Due to its special architecture, which combats the vanishing and exploding gradient problems, it is good at
handling human activity recognition up to a certain depth. The transfer process of the network can be
described as follows: the input tensor is transformed, along with the tensor of the hidden layer (at the last
stage), to the hidden layer by a matrix transformation. Then, the output of the hidden layer passes through an
activation function to the final value of the output layer.
Recurrent neural network (RNN) is a type of artificial neural network, which is used for working
with sequential data. Normal feed forward neural network has only independent data points. But for
sequential data, the current data point is dependent upon the previous data point.
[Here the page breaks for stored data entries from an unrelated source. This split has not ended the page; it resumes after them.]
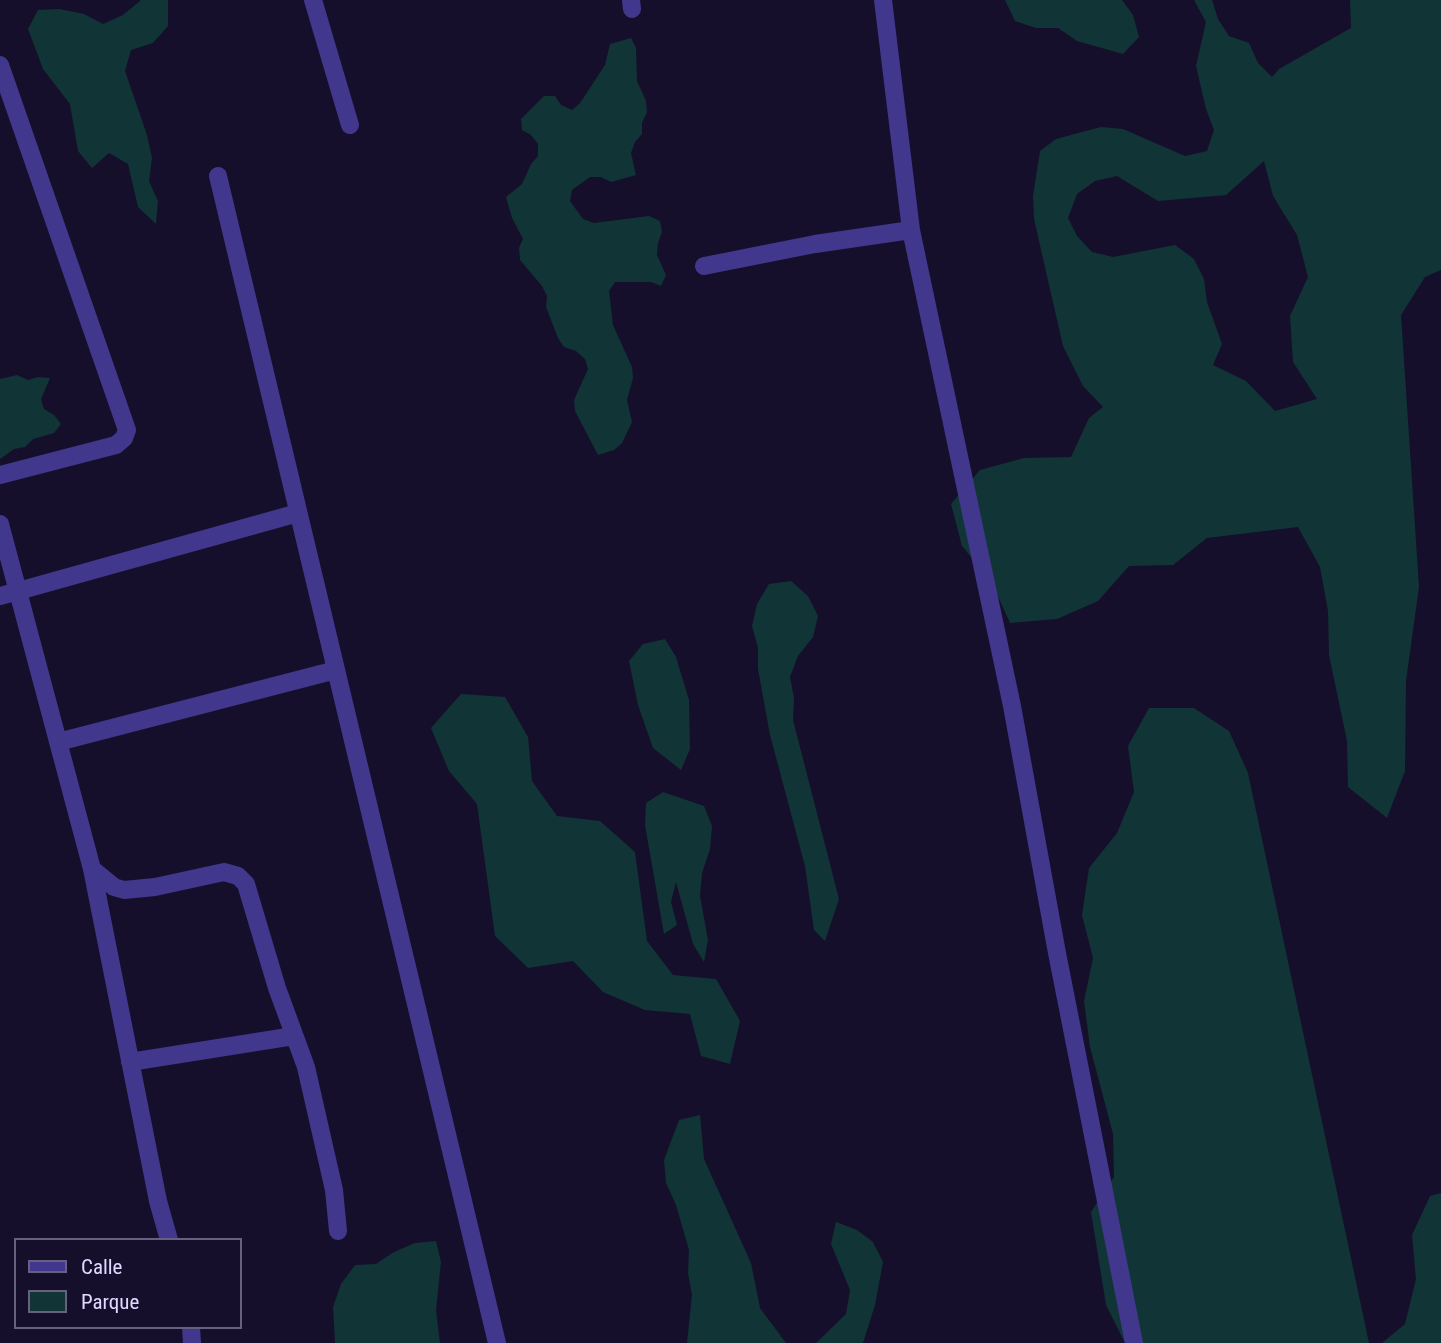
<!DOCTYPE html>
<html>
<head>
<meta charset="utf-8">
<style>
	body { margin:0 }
	#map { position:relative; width:1441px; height:1343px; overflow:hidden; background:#160f2b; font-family:"Roboto Condensed",sans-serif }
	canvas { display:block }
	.legend { position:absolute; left:14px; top:1238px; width:228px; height:91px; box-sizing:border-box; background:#160f2b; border:2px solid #676080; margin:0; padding:9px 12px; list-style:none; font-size:21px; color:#e1d9ff }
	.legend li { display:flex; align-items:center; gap:14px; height:35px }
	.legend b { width:35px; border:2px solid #676080 }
</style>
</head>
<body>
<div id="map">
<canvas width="1441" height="1343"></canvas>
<ul class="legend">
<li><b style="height:9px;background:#41378d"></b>Calle</li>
<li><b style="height:19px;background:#113436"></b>Parque</li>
</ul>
</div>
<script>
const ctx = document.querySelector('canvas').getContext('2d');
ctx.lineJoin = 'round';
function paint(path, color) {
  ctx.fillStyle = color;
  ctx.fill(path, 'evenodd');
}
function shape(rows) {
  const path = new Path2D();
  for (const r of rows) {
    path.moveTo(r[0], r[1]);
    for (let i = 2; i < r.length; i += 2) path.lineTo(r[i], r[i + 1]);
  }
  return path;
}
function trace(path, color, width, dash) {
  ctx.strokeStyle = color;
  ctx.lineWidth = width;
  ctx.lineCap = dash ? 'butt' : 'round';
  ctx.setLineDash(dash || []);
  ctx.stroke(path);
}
paint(shape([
	[141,0,168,0,168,26,153,43,131,50,125,71,147,135,152,158,149,181,158,201,156,224,138,207,128,164,109,153,92,168,78,151,70,104,43,69,28,29,38,10,59,9,84,14,103,24,123,15],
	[1005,0,1122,0,1133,15,1139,37,1123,54,1077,41,1058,28,1036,28,1015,21],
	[1194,0,1212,0,1218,19,1229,36,1249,43,1258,63,1272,77,1279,69,1351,28,1350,0,1441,0,1441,270,1425,277,1401,315,1419,587,1406,681,1405,771,1387,818,1348,787,1347,741,1329,655,1328,611,1320,567,1298,527,1207,538,1173,565,1129,566,1098,601,1057,619,1010,623,991,581,962,546,951,504,980,470,1024,458,1071,457,1089,418,1103,407,1083,386,1063,346,1034,219,1033,196,1040,151,1056,139,1101,127,1123,129,1185,156,1207,151,1214,130,1206,109,1196,66,1206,22],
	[1264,161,1273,196,1297,235,1308,277,1290,316,1293,362,1317,399,1275,411,1246,381,1213,365,1222,344,1207,302,1204,279,1194,259,1175,245,1113,257,1092,252,1077,236,1068,218,1077,194,1095,181,1117,176,1158,201,1226,195],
	[631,38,636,48,637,81,646,101,647,112,642,123,642,134,635,142,631,153,636,175,611,182,601,177,590,177,572,190,570,201,583,219,594,223,649,216,660,221,662,232,658,243,657,255,666,275,661,286,651,282,615,282,609,291,613,325,632,367,633,378,627,400,632,422,622,443,614,450,598,455,575,411,574,400,588,369,585,359,576,351,564,347,558,338,546,307,547,296,542,286,520,260,519,248,523,239,512,218,506,197,522,184,531,164,538,156,538,144,531,135,522,130,521,119,544,96,555,96,561,105,572,110,580,103,605,65,610,44],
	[17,375,28,380,38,377,50,378,41,399,44,409,54,415,61,424,54,433,33,439,25,447,14,449,0,459,0,379],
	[791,581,808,596,818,616,813,637,798,656,790,677,794,698,793,720,839,899,825,941,814,930,805,866,770,735,758,669,758,648,752,626,757,604,769,584],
	[665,639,676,657,689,700,690,749,681,770,653,748,638,705,629,661,643,644],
	[461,694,505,697,528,737,532,781,557,816,600,821,635,852,647,941,673,975,716,979,740,1021,730,1064,701,1056,690,1014,645,1010,603,992,573,961,528,968,495,936,477,804,449,771,431,728],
	[1149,708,1194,708,1229,731,1248,773,1369,1343,1125,1343,1106,1305,1091,1212,1114,1177,1113,1134,1090,1047,1084,1001,1093,958,1082,915,1089,868,1117,833,1134,792,1128,746],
	[663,792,704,806,712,826,710,849,702,873,700,896,708,940,704,962,693,944,676,882,671,902,677,925,664,934,645,825,646,803],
	[700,1115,704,1159,751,1263,760,1308,786,1343,687,1343,692,1295,688,1273,689,1250,676,1205,666,1183,664,1160,679,1120],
	[1441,1193,1441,1343,1382,1343,1405,1324,1416,1279,1412,1235,1430,1196],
	[836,1222,857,1230,873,1242,883,1262,875,1305,863,1343,816,1343,846,1314,850,1290,831,1244],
	[436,1241,441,1262,436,1310,440,1343,335,1343,333,1307,341,1284,355,1265,376,1264,394,1252,415,1243]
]), '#113436');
trace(shape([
	[313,0,350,125],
	[631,0,632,9],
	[883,0,911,230,1012,706,1057,953,1134,1343],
	[0,65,127,430,124,438,116,445,0,475],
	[218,176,497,1343],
	[704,266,815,244,911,230],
	[0,524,92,869,158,1201,169,1240],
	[0,596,298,513],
	[58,742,336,670],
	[92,869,114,887,124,890,155,887,224,872,238,876,246,884,277,988,306,1067,334,1190,338,1231],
	[130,1062,294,1036],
	[191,1327,192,1343]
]), '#41378d', 18);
</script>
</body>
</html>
Inorder to maintain
dependencies between data points in the neural network, we use RNN which has the concept of memory
which stores the information of previous data points and using this it will generate next data points in
sequence. Different activation functions such as sigmoid, Tanh and Relu functions in RNN. The main
advantages of RNN are ability to handle sequential data, input data having varying lengths and can store past
information in memory. The main advantage of RNN is the vanishing gradient, it can remember data points
information only for a short period tof time. In-order to overcome this problem, we are going to LSTM
networks. When backpropagation with a deep network is used, gradients will vanish rapidly if preventative
measures that permit gradients to flow deeply are not taken. Compared with the simple input concatenation
and activation used in RNNs, LSTM has a particular structure for remembering information for a longer time
as an input gate and a forget gate control how to overwrite the information by comparing the inner memory
with the new information arriving. It enables gradients to flow through time easily. Figure 3 shows basic
structure of LSTM, where vector x denotes input, vector y denotes output and vector h denotes hidden layers.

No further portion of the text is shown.